What to do:
Copy every line that contains the string "Industrigatan" from the entries below.

Material for this task:
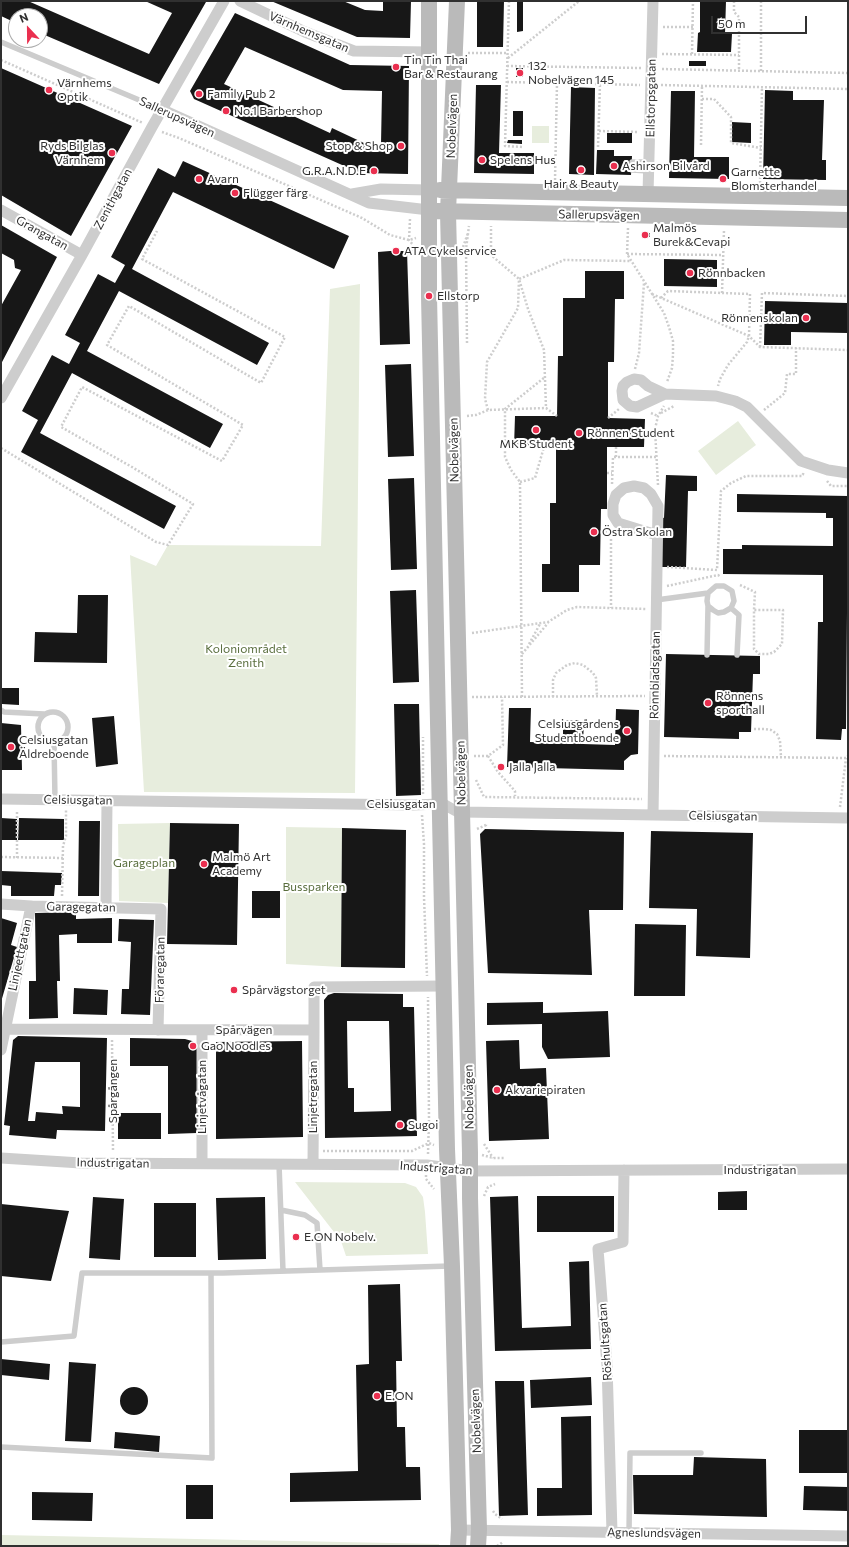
<!DOCTYPE html>
<html>
<head>
<meta charset="utf-8">
<style>
  body { margin:0 }
  #map { position:relative; width:849px; height:1547px; overflow:hidden; background:#fff; font-family:Commissioner,sans-serif }
  canvas { display:block }
  .frame { position:absolute; inset:0; border:2px solid #303030; pointer-events:none }
  .north { position:absolute; left:8px; top:8px; width:40px; height:40px; box-sizing:border-box; background:#fff; border:1px solid #acacac; border-radius:50%; rotate:338deg; font-size:11px; font-weight:700; line-height:16px; text-align:center; color:#303030 }
  .north::after { content:''; display:block; margin:auto; width:14px; height:18px; background:#ea2f4f; clip-path:polygon(50% 0,100% 100%,50% 72%,0 100%) }
  .scale { position:absolute; left:711px; top:16px; width:96px; height:18px; box-sizing:border-box; border:2px solid #303030; border-top:0; padding-left:5px; font-size:12px; line-height:14px; white-space:nowrap; color:#303030; -webkit-text-stroke:3px #fff; paint-order:stroke }
</style>
</head>
<body>
<div id="map">
<canvas width="849" height="1547"></canvas>
<div class="frame"></div>
<div class="north">N</div>
<div class="scale">50 m</div>
</div>
<script>
const ctx = document.querySelector('canvas').getContext('2d');
ctx.lineJoin = 'round';
function paint(path, color) {
  ctx.fillStyle = color;
  ctx.fill(path, 'evenodd');
}
function poly(rows) {
  const path = new Path2D();
  for (const r of rows) {
    if (r.length === 3) {
      path.moveTo(r[0] + r[2], r[1]);
      path.arc(r[0], r[1], r[2], 0, 2 * Math.PI);
      continue;
    }
    path.moveTo(r[0], r[1]);
    for (let i = 2; i < r.length; i += 2) path.lineTo(r[i], r[i + 1]);
  }
  return path;
}
function stroke(path, color, width, dash) {
  ctx.strokeStyle = color;
  ctx.lineWidth = width;
  ctx.lineCap = dash ? 'butt' : 'round';
  ctx.setLineDash(dash || []);
  ctx.stroke(path);
}
function label(font, color, halo, rows, align = 'center') {
  ctx.font = font + ' Commissioner,sans-serif';
  ctx.lineWidth = 4;
  ctx.setLineDash([]);
  ctx.textBaseline = 'middle';
  ctx.strokeStyle = halo;
  ctx.fillStyle = color;
  for (const [text, x, y, turn = 0] of rows) {
    ctx.save();
    ctx.translate(x, y);
    ctx.rotate((+turn || 0) * Math.PI / 180);
    ctx.textAlign = isNaN(turn) ? turn : align;
    if (halo) ctx.strokeText(text, 0, 0);
    ctx.fillText(text, 0, 0);
    ctx.restore();
  }
}
const green = poly([
  [532,126,549,126,549,143,532,143],
  [360,284,355,793,144,792,130,555,156,566,168,545,321,546,330,289],
  [738,421,756,445,716,475,698,451],
  [170,823,168,903,119,901,118,824],
  [286,827,342,828,341,967,286,964],
  [295,1182,405,1183,416,1187,423,1197,425,1212,428,1254,346,1256,341,1241],
  [1,1535,439,1544,439,1546,1,1546]
]);
const building = poly([
  [1,1,28,1,149,54,172,13,145,1,206,2,159,84,40,33,40,16,16,16,16,23,1,16],
  [271,1,343,1,365,10,383,11,383,1,411,1,410,38,357,37],
  [477,1,504,1,503,47,477,47],
  [517,1,523,1,523,31,517,32],
  [700,1,726,1,725,34,732,34,731,52,697,52,698,33,700,32],
  [235,13,350,65,409,66,408,174,360,173,194,99,190,91],
  [245,47,343,90,382,91,381,144,366,144,332,128,330,133,224,84],
  [689,61,706,61,706,66,689,66],
  [1,68,132,126,71,236,1,195],
  [516,68,523,68,523,77,516,77],
  [476,85,501,85,499,153,534,153,534,174,474,173],
  [571,87,595,88,594,175,569,174],
  [765,90,793,91,793,100,824,100,822,160,826,160,826,180,763,179],
  [671,91,695,91,694,157,729,157,729,179,669,178],
  [513,111,523,111,523,136,513,136],
  [732,122,751,123,751,143,732,142],
  [607,133,632,133,632,143,607,143],
  [508,140,522,140,522,144,507,143],
  [597,150,614,150,614,156,632,156,631,175,596,174],
  [183,161,349,236,334,269,173,192,132,269,269,343,257,365,119,291,87,351,223,424,210,448,72,373,40,433,176,506,164,529,21,452,38,420,22,411,52,355,69,364,80,343,65,335,98,274,115,283,125,265,111,257,158,168,175,177],
  [1,225,57,257,1,364,1,306,21,270,15,268,14,260,1,253],
  [641,233,650,233,650,237,641,237],
  [390,251,407,251,410,344,380,345,378,252],
  [664,259,717,260,717,287,664,286],
  [585,271,624,271,624,299,615,299,614,362,608,362,608,418,645,419,644,447,607,447,607,509,601,509,600,565,579,565,579,592,542,592,542,564,550,564,550,503,556,503,556,447,514,447,515,416,557,416,558,356,563,356,563,298,585,298],
  [765,301,848,303,848,333,791,332,791,345,764,345],
  [411,364,414,456,388,457,385,365],
  [666,475,697,476,697,491,688,491,686,567,659,567,661,517,664,518],
  [414,478,417,569,391,570,388,479],
  [737,494,848,496,846,729,842,729,841,740,816,739,818,622,823,622,823,575,723,574,723,549,742,549,742,545,833,546,833,518,826,518,826,513,737,512],
  [416,590,419,682,393,683,390,591],
  [78,595,108,595,107,663,34,662,35,632,77,633],
  [666,654,760,656,760,674,753,674,751,732,739,732,739,739,664,737],
  [2,688,19,688,19,705,2,704],
  [394,704,419,704,421,795,396,796],
  [509,708,531,708,530,742,563,743,563,720,584,720,583,744,615,745,616,709,639,710,638,754,631,755,624,761,624,770,507,767],
  [114,716,118,764,96,767,92,718],
  [1,723,21,725,22,770,1,770],
  [1,818,17,819,17,840,1,840],
  [19,818,64,819,64,840,18,840],
  [79,821,100,821,99,896,78,896],
  [170,823,239,824,237,945,167,944],
  [342,828,406,830,405,968,341,967],
  [485,829,624,832,623,910,589,910,592,975,488,973,480,834],
  [651,831,753,833,750,958,696,956,697,909,649,908],
  [1,871,62,873,61,885,55,885,54,896,11,896,11,886,1,885],
  [252,891,280,891,280,918,252,918],
  [76,912,76,919,112,918,112,943,77,943,77,934,59,935,60,981,57,981,58,1018,29,1019,29,981,36,981,35,913],
  [1,918,17,923,11,945,17,947,1,1002],
  [119,919,154,920,150,1015,121,1014,122,989,129,989,131,942,118,941],
  [635,924,686,925,685,996,634,996],
  [74,988,108,990,107,1015,73,1014],
  [334,993,403,994,403,1007,414,1007,417,1136,325,1138,324,1000,328,995],
  [347,1021,389,1021,391,1111,354,1112,354,1088,348,1088],
  [543,1002,543,1013,608,1011,610,1057,548,1059,542,1047,542,1024,487,1025,487,1003],
  [18,1036,107,1038,105,1131,57,1130,56,1139,9,1135,10,1126,4,1125,13,1040],
  [35,1062,80,1062,80,1107,62,1106,63,1114,36,1112,35,1121,28,1121],
  [130,1038,185,1039,192,1041,197,1046,197,1133,168,1134,168,1066,130,1066],
  [519,1040,520,1069,546,1068,549,1139,489,1141,486,1041],
  [302,1041,303,1137,216,1139,216,1042],
  [118,1113,161,1113,161,1139,118,1139],
  [747,1191,747,1210,718,1210,718,1192],
  [518,1196,522,1328,571,1326,569,1262,589,1261,591,1349,495,1351,490,1197],
  [537,1196,614,1196,614,1232,537,1232],
  [93,1197,124,1199,120,1260,89,1258],
  [265,1197,266,1259,218,1260,216,1198],
  [154,1203,196,1203,196,1257,154,1257],
  [1,1204,69,1211,51,1281,1,1276],
  [400,1284,402,1361,396,1361,397,1427,405,1427,406,1467,420,1467,421,1500,290,1502,290,1473,358,1471,356,1365,369,1364,368,1285],
  [1,1359,50,1364,49,1380,1,1375],
  [69,1362,96,1364,91,1442,65,1441],
  [591,1377,592,1405,531,1408,530,1380],
  [495,1381,524,1381,528,1515,499,1516],
  [134,1401,14],
  [591,1416,592,1515,537,1516,537,1488,562,1488,561,1417],
  [799,1430,848,1430,848,1473,799,1473],
  [115,1432,160,1436,159,1452,114,1448],
  [694,1457,766,1459,767,1517,634,1514,633,1475,693,1475],
  [186,1485,213,1485,213,1519,186,1519],
  [804,1486,848,1487,848,1511,803,1510],
  [32,1492,93,1493,92,1521,32,1520]
]);
const path = poly([
  [509,1,505,146,523,147],
  [734,1,734,12,739,17,739,70],
  [663,27,693,27],
  [468,53,507,53],
  [662,54,739,55],
  [692,54,693,1],
  [508,58,579,1],
  [1,60,143,123],
  [507,66,641,68],
  [662,69,848,73],
  [761,71,761,1],
  [507,82,640,85],
  [661,85,848,89],
  [702,99,714,99,731,117,731,143,761,148],
  [599,131,638,132],
  [162,132,179,138,362,218,390,235,409,240,416,238],
  [701,145,702,86],
  [598,147,600,84],
  [555,180,557,83],
  [760,183,762,87],
  [410,219,409,240,413,245,413,256],
  [628,228,627,254,664,313,669,327,673,341,673,355,672,368,667,382],
  [463,247,468,233],
  [466,249,491,255,519,279,528,309,544,350,546,408],
  [627,254,723,255],
  [491,255,491,226],
  [722,293,724,230],
  [652,294,749,336,760,347,848,350],
  [661,298,668,291,750,294,749,336,747,342,728,365,720,379,718,386],
  [467,343,466,249,469,226],
  [760,347,762,293,848,296],
  [635,369,639,353,644,283],
  [488,410,485,399,487,362,518,308,519,279,564,260,631,261],
  [764,410,785,393,787,374,796,374,796,348],
  [651,413,658,416],
  [661,413,674,406],
  [467,416,476,415,488,410,546,408,557,416],
  [608,418,619,409],
  [616,447,616,457],
  [1,448,156,542,168,545,193,504,132,467,61,427,82,387,222,461,243,425,107,345,129,306,261,383,285,337,142,259,157,231],
  [607,473,612,473],
  [827,481,831,486,848,486],
  [520,482,535,478,544,447],
  [612,484,613,457,657,457],
  [658,485,655,429,658,416,664,406],
  [611,531,611,608],
  [601,532,610,531],
  [667,567,717,570,721,491,731,483,746,476,802,476,803,474,805,475],
  [740,585,755,592,754,610,754,649,759,654,769,654,774,652,782,644,783,610,754,610],
  [667,586,718,575,721,577],
  [472,633,548,622,567,610,577,607,646,609],
  [529,644,540,624],
  [522,654,548,623],
  [472,697,645,696],
  [522,697,520,482,511,470,505,457,505,409,545,377],
  [553,697,553,680,556,673,567,665,575,663,583,665,593,673,596,678,597,696],
  [754,729,765,729,771,730,777,734,780,741,781,757],
  [474,756,488,756,503,745,502,697],
  [488,756,498,772,515,791,515,796],
  [664,756,846,758,848,756],
  [476,780,484,797,642,799],
  [423,794,423,737],
  [840,807,846,758],
  [422,815,424,844,424,897,427,976],
  [477,829,486,825,486,823],
  [1,857,63,858],
  [17,858,17,810],
  [62,896,63,846,66,836,66,810],
  [112,1040,113,1151],
  [484,1144,493,1158],
  [323,1151,412,1151,429,1143,434,1145],
  [428,1154,429,1119,428,997],
  [482,1155,493,1158,505,1158],
  [426,1175,426,1179,434,1189],
  [484,1196,488,1187,495,1184],
  [493,1511,495,1514,502,1519],
  [497,1546,503,1542]
]);
const service = poly([
  [1,42,163,110],
  [632,162,649,162],
  [632,170,649,171],
  [656,600,708,593,716,586,724,586,732,591,734,601,731,608,724,612,718,613,713,610,708,606,707,601,708,593],
  [731,608,739,615,737,655],
  [707,655,708,606],
  [1,710,4,712,44,714],
  [53,727,15],
  [54,742,55,800],
  [279,1164,283,1271],
  [281,1210,305,1215,317,1223,320,1270],
  [1,1342,74,1336,82,1273,223,1273,450,1266],
  [1,1447,212,1458,211,1273],
  [629,1533,630,1453,701,1453]
]);
const minor = poly([
  [240,1,305,32,354,51,429,52],
  [163,110,369,203,429,210],
  [352,194,381,189,429,190],
  [648,194,653,1],
  [1,210,82,255],
  [665,394,637,407,630,406,623,400,622,391,623,386,627,382,634,379,641,380,648,386,665,394,716,396,735,401,747,407,801,461,828,470,848,473],
  [1,398,82,255,152,127,224,1],
  [1,799,413,805,440,804,445,805,456,811,462,812,848,818],
  [653,815,658,506,651,494,644,488,634,486,624,488,616,495,613,504,613,515,618,523,657,535],
  [1,904,31,906,161,909,158,1030],
  [106,908,107,801],
  [1,1029,314,1030,314,987,443,986],
  [1,1050,31,906],
  [1,1158,81,1163,427,1165,470,1171,848,1169],
  [202,1163,202,1030],
  [313,1164,314,1030],
  [459,1530,848,1536],
  [612,1532,607,1365,598,1249,623,1242,624,1170]
]);
const secondary = poly([
  [429,1,429,296,447,1149,452,1266,459,1530,458,1546],
  [457,1,448,212,470,1153,470,1198,479,1530,478,1546],
  [440,190,848,198],
  [437,211,848,220]
]);
const markers = [
  [396,67,4,"#ea2f4f"],
  [520,73,4,"#ea2f4f"],
  [49,90,4,"#ea2f4f"],
  [199,94,4,"#ea2f4f"],
  [226,111,4,"#ea2f4f"],
  [401,146,4,"#ea2f4f"],
  [112,153,4,"#ea2f4f"],
  [482,160,4,"#ea2f4f"],
  [614,166,4,"#ea2f4f"],
  [581,170,4,"#ea2f4f"],
  [374,171,4,"#ea2f4f"],
  [199,179,4,"#ea2f4f"],
  [723,179,4,"#ea2f4f"],
  [235,193,4,"#ea2f4f"],
  [645,235,4,"#ea2f4f"],
  [396,251,4,"#ea2f4f"],
  [690,273,4,"#ea2f4f"],
  [429,296,4,"#ea2f4f"],
  [806,318,4,"#ea2f4f"],
  [536,430,4,"#ea2f4f"],
  [579,433,4,"#ea2f4f"],
  [594,532,4,"#ea2f4f"],
  [708,703,4,"#ea2f4f"],
  [627,731,4,"#ea2f4f"],
  [11,747,4,"#ea2f4f"],
  [501,767,4,"#ea2f4f"],
  [204,864,4,"#ea2f4f"],
  [234,990,4,"#ea2f4f"],
  [193,1046,4,"#ea2f4f"],
  [497,1090,4,"#ea2f4f"],
  [400,1125,4,"#ea2f4f"],
  [296,1237,4,"#ea2f4f"],
  [377,1396,4,"#ea2f4f"]
];
const streetNames = [
  ["Värnhemsgatan",309,32,23],
  ["Ellstorpsgatan",651,98,-89],
  ["Sallerupsvägen",177,117,24],
  ["Nobelvägen",452,126,-88],
  ["Zenithgatan",113,199,-62],
  ["Sallerupsvägen",599,215,1],
  ["Grangatan",42,233,29],
  ["Nobelvägen",454,450,-91],
  ["Rönnbladsgatan",655,675,-89],
  ["Nobelvägen",461,773,-91],
  ["Celsiusgatan",78,800,1],
  ["Celsiusgatan",401,804],
  ["Celsiusgatan",723,816,1],
  ["Garagegatan",81,907,1],
  ["Linjeettgatan",20,955,-78],
  ["Föraregatan",160,970,-89],
  ["Spårvägen",244,1030],
  ["Spårgången",113,1091,-90],
  ["Linjetvågatan",202,1097,-90],
  ["Linjetregatan",313,1097,-90],
  ["Nobelvägen",469,1097,-91],
  ["Industrigatan",113,1163,1],
  ["Industrigatan",436,1168,4],
  ["Industrigatan",760,1170],
  ["Röshultsgatan",605,1342,-94],
  ["Nobelvägen",476,1421,-92],
  ["Agneslundsvägen",654,1533,1]
];
const poiNames = [
  ["Tin Tin Thai",404,60],
  ["Bar & Restaurang",404,74],
  ["132",528,66],
  ["Nobelvägen 145",528,80],
  ["Värnhems",57,83],
  ["Optik",57,97],
  ["Family Pub 2",207,94],
  ["No.1 Barbershop",234,111],
  ["Ryds Bilglas",104,146,"right"],
  ["Värnhem",104,160,"right"],
  ["Stop & Shop",393,146,"right"],
  ["Spelens Hus",490,160],
  ["Ashirson Bilvård",622,166],
  ["G.R.A.N.D.E",366,171,"right"],
  ["Garnette",731,172],
  ["Blomsterhandel",731,186],
  ["Avarn",207,179],
  ["Hair & Beauty",581,184,"center"],
  ["Flügger färg",243,193],
  ["Malmös",653,228],
  ["Burek&Cevapi",653,242],
  ["ATA Cykelservice",404,251],
  ["Rönnbacken",698,273],
  ["Ellstorp",437,296],
  ["Rönnenskolan",798,318,"right"],
  ["Rönnen Student",587,433],
  ["MKB Student",536,444,"center"],
  ["Östra Skolan",602,532],
  ["Rönnens",716,696],
  ["sporthall",716,710],
  ["Celsiusgårdens",619,724,"right"],
  ["Studentboende",619,738,"right"],
  ["Celsiusgatan",19,740],
  ["Äldreboende",19,754],
  ["Jalla Jalla",509,767],
  ["Malmö Art",212,857],
  ["Academy",212,871],
  ["Spårvägstorget",242,990],
  ["Gao Noodles",201,1046],
  ["Akvariepiraten",505,1090],
  ["Sugoi",408,1125],
  ["E.ON Nobelv.",304,1237],
  ["E.ON",385,1396]
];
const parkNames = [
  ["Koloniområdet",246,649],
  ["Zenith",246,663],
  ["Garageplan",144,863],
  ["Bussparken",314,887]
];
paint(green, '#e7eddd');
paint(building, '#171717');
stroke(path, '#cdcdcd', 2.5, [2, 2]);
stroke(service, '#cdcdcd', 5.5);
stroke(minor, '#cdcdcd', 11);
stroke(secondary, '#bababa', 16);
for (const [x, y, r, color] of markers) {
  const dot = new Path2D();
  dot.arc(x, y, r, 0, 2 * Math.PI);
  ctx.fillStyle = color;
  ctx.fill(dot);
  stroke(dot, '#fff', 1.5);
}
label('12px', '#303030', '#fff', streetNames);
label('12px', '#303030', '#fff', poiNames, 'left');
label('12px', '#586d3c', '#fff', parkNames);
</script>
</body>
</html>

Written solution:
  ["Industrigatan",113,1163,1],
  ["Industrigatan",436,1168,4],
  ["Industrigatan",760,1170],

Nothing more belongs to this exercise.